New topic, new challenges.
The new topic caught our group somewhat by surprise, since we had the face-to-face meeting on Monday morning and nobody could check the material… This was not good, more so since I was leading the meeting ! However, I must admit that it was very nice to see where the discussion led us.
When it comes to openness and sharing, I guess most of us agree that the Nordic countries are quite good at it. I live and work in Sweden and, after some years here, I have got used to give a lot of things for granted when it comes to open education and sharing teaching material. However, a member from our group is from Brazil, and when we read the scenario for this topic she mentioned a few issues that surprised more than one in the meeting (mostly those working in the Nordic countries). Then, another person explained the situation in her home country, South Africa, which was also an eye-opener for some. All these comments about the difficulties to be open and share in higher education took me back to my pre-PhD period, in Spain. I could totally identify most of the difficulties in open learning raised by my two colleagues.

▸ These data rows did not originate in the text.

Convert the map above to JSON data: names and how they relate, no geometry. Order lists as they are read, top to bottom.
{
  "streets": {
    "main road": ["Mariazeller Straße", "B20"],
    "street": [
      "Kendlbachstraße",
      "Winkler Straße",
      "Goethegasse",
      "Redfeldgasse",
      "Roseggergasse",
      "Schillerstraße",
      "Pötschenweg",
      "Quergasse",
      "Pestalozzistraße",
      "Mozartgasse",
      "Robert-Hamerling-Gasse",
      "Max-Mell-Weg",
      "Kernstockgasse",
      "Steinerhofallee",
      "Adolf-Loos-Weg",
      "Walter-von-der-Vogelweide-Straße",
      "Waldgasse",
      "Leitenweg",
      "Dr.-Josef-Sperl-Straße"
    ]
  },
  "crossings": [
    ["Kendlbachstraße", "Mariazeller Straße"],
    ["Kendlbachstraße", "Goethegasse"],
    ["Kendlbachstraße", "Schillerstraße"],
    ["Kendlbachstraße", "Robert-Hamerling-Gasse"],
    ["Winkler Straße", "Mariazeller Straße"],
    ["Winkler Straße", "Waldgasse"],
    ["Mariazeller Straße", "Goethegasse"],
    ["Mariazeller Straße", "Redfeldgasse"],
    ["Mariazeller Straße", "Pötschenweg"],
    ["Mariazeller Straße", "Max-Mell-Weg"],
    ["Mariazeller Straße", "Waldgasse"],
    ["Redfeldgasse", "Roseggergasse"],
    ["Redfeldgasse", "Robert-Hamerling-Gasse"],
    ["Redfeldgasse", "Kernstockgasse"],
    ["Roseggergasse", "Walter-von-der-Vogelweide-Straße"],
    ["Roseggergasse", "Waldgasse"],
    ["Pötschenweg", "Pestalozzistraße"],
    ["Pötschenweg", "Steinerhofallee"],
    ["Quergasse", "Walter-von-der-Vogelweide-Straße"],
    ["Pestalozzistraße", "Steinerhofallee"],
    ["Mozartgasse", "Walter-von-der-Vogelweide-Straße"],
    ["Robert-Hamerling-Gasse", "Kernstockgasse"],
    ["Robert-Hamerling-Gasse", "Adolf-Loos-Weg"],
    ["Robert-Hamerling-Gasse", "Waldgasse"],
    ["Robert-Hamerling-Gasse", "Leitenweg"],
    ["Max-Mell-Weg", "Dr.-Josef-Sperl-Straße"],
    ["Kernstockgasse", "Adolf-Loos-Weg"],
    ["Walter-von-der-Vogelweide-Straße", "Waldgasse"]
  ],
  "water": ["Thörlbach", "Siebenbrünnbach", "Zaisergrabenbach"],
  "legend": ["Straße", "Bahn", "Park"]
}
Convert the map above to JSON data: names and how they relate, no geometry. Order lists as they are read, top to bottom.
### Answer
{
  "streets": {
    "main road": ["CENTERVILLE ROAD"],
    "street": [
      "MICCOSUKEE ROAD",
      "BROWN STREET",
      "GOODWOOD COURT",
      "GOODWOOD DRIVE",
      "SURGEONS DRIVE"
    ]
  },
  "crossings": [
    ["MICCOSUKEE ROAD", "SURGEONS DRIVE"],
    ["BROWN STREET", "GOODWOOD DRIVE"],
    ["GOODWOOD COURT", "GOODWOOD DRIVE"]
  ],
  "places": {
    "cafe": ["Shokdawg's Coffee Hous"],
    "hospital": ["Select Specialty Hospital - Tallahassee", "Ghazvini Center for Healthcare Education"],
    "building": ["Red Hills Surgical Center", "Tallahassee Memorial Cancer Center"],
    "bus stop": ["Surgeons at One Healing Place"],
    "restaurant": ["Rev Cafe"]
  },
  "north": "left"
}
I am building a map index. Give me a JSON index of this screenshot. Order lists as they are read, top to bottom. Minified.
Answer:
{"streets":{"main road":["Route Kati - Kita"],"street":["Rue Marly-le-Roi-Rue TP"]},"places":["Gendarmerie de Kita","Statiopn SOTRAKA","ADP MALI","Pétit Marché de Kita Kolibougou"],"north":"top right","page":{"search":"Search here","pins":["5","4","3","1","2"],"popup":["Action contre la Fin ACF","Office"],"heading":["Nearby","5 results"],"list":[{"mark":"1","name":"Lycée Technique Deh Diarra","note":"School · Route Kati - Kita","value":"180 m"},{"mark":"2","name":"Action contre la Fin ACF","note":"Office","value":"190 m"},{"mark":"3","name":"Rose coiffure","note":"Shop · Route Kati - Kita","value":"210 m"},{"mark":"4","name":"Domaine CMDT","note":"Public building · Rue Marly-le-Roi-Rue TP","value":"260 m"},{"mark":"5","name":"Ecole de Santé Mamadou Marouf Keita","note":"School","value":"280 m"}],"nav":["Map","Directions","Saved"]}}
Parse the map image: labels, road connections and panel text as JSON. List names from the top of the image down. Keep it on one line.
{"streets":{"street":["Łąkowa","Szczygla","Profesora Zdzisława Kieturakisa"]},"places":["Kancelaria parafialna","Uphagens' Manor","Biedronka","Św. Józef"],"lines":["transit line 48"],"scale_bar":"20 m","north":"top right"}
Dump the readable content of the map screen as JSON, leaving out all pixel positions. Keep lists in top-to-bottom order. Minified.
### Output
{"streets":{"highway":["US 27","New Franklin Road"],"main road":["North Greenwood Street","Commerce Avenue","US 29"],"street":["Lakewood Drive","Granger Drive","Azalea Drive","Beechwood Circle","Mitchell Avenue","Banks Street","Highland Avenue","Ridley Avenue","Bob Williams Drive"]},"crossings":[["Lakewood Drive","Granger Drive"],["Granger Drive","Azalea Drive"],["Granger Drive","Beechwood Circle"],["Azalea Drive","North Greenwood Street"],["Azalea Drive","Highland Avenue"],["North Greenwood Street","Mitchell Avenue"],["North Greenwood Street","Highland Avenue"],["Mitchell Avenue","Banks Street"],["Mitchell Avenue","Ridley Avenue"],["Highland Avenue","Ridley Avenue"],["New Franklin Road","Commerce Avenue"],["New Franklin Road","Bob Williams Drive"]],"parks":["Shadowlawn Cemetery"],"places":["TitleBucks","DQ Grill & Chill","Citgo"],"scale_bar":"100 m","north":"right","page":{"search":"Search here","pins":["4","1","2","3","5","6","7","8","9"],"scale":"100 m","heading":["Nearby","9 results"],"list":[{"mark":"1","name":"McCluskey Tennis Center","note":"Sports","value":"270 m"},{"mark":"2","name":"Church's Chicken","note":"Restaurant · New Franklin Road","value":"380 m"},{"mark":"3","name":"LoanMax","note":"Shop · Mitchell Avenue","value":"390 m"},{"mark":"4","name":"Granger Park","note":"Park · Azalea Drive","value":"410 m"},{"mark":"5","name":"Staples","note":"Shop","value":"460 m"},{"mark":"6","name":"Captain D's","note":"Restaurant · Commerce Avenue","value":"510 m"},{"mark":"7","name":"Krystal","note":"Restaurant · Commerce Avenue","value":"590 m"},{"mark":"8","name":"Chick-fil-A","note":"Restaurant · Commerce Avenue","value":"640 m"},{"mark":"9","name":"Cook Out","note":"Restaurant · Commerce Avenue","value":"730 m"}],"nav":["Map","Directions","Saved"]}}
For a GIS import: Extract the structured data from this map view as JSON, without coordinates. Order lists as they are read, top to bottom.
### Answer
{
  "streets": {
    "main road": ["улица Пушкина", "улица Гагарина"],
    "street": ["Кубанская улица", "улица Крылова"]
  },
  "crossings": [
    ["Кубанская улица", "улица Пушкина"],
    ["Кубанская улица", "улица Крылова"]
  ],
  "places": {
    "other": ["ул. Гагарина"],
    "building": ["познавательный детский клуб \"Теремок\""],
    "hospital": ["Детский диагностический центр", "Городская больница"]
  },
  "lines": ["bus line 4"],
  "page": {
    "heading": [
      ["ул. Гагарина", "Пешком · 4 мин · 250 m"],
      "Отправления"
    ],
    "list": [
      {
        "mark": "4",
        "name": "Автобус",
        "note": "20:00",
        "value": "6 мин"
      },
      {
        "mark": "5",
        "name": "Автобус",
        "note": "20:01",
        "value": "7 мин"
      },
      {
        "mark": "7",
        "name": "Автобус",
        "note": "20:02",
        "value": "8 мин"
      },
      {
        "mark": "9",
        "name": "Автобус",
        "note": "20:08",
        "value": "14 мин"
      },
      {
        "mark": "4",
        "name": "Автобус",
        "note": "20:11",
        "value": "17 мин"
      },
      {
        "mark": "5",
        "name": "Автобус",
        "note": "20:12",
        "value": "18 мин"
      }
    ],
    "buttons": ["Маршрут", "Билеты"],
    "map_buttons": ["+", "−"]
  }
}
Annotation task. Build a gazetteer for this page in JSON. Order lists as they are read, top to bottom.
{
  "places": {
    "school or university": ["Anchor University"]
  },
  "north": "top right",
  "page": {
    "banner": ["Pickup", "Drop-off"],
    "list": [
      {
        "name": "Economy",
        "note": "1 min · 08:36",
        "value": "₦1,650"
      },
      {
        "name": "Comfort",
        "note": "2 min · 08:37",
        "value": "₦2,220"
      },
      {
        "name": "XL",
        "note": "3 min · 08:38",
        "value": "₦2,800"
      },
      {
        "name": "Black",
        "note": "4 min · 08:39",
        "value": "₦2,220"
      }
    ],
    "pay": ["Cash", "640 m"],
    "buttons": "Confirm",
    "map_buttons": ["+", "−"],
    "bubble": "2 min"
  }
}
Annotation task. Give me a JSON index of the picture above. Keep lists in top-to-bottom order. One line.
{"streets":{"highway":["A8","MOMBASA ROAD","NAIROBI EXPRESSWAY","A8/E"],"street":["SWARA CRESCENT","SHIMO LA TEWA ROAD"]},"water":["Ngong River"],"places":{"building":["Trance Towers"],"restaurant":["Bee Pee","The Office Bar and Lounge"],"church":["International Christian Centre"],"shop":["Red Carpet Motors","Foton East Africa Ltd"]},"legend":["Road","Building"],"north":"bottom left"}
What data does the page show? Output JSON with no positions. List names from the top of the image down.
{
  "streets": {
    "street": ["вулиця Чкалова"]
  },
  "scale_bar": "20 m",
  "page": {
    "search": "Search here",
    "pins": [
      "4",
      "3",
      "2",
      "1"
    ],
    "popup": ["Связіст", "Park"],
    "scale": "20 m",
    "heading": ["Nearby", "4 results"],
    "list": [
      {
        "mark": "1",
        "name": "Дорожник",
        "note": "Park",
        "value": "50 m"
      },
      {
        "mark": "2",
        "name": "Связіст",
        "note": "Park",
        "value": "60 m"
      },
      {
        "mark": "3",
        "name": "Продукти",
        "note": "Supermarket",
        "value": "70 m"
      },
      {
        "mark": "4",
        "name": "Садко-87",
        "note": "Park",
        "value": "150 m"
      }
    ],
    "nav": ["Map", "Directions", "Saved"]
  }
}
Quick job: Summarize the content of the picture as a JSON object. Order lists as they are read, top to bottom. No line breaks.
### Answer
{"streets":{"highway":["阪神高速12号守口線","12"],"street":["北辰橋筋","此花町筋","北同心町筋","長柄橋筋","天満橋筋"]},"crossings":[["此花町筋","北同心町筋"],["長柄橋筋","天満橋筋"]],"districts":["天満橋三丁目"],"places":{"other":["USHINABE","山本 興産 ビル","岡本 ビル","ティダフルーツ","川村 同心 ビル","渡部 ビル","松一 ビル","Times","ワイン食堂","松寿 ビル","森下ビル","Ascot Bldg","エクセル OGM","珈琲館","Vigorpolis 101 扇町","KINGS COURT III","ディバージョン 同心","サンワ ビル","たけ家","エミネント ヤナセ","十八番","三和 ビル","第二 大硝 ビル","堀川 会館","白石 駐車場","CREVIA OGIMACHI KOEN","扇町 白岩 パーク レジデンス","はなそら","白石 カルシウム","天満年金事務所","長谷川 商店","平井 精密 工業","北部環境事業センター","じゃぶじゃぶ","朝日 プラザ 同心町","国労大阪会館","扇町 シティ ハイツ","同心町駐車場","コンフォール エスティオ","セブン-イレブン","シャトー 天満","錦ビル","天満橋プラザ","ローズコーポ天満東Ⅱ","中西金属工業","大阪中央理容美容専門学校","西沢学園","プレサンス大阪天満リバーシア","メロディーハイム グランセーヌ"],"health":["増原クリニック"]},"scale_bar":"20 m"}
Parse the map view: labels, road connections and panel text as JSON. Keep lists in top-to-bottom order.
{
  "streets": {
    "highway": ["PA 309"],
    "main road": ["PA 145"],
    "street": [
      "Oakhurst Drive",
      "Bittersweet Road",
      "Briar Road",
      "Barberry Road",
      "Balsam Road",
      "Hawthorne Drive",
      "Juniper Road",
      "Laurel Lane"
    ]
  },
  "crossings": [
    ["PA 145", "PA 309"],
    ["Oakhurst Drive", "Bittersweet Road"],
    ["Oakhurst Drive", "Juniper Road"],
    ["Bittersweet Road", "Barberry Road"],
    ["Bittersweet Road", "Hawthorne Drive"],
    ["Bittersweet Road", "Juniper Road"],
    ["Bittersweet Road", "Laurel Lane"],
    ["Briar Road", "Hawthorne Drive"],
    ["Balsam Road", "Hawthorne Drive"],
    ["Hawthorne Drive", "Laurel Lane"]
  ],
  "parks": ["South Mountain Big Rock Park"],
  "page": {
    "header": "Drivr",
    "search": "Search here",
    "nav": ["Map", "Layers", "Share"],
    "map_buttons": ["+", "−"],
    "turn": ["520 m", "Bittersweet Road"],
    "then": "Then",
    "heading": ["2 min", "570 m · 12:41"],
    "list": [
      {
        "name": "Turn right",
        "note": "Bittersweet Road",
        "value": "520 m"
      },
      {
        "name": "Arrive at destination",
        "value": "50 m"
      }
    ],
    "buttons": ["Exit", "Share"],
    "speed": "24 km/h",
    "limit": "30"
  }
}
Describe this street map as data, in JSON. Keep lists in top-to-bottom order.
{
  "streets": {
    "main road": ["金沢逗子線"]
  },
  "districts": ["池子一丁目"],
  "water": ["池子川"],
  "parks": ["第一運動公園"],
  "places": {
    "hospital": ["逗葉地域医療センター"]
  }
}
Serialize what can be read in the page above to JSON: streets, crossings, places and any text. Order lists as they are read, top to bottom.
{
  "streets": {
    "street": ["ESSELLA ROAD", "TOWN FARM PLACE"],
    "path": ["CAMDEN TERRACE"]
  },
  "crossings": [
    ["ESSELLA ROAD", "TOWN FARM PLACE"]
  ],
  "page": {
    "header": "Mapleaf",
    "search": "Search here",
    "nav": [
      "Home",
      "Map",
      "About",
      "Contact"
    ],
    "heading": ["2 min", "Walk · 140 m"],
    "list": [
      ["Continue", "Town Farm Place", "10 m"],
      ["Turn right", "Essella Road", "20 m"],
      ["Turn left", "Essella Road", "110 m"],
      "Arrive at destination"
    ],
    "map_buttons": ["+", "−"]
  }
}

With this background, I started to check the material for Topic 2. The information about the Creative Commons (although a bit repetitive given the workshop on Topic 1), and the MOOCs was nice. But the highlight for me has been the TED talk by Dr. David Wiley. In the context of our PBL group meeting, you can clearly tell he is coming from a USA background where everything related to open (and free) education is problematic. There are three messages that I will take home from his talk; (i) education is not competitive, but giving and sharing (generosity), (ii) at the moment, we have an unprecedented capacity to share, (iii) most problems in the new digital education era come from outdated thinking. For those like me, working in the Nordic countries (higher education is totally free) the future seems to look promising, and the online era is rapidly being integrated to higher education. But, in ALL those countries where higher education is not 100% free, digital education will create a lot of conflicts, since the “openness” factor will have to get bigger than the “profit” factor. How to do this in a successful way? I have no idea. But I guess (and hope!) courses like the one we are following will help.
After re-reading my blog, I want to clarify that not everything related to online teaching/learning in the Nordic countries is better, it is just easier. How other countries adapt to the new higher-education environment will define their future success to attract international students. In the case of Spain, I would like to highlight that although the system is not facilitating the openness factor, most of the professionals I know in education are very generous by nature. Hopefully this individual factor will prevail over the profit-view of institutions.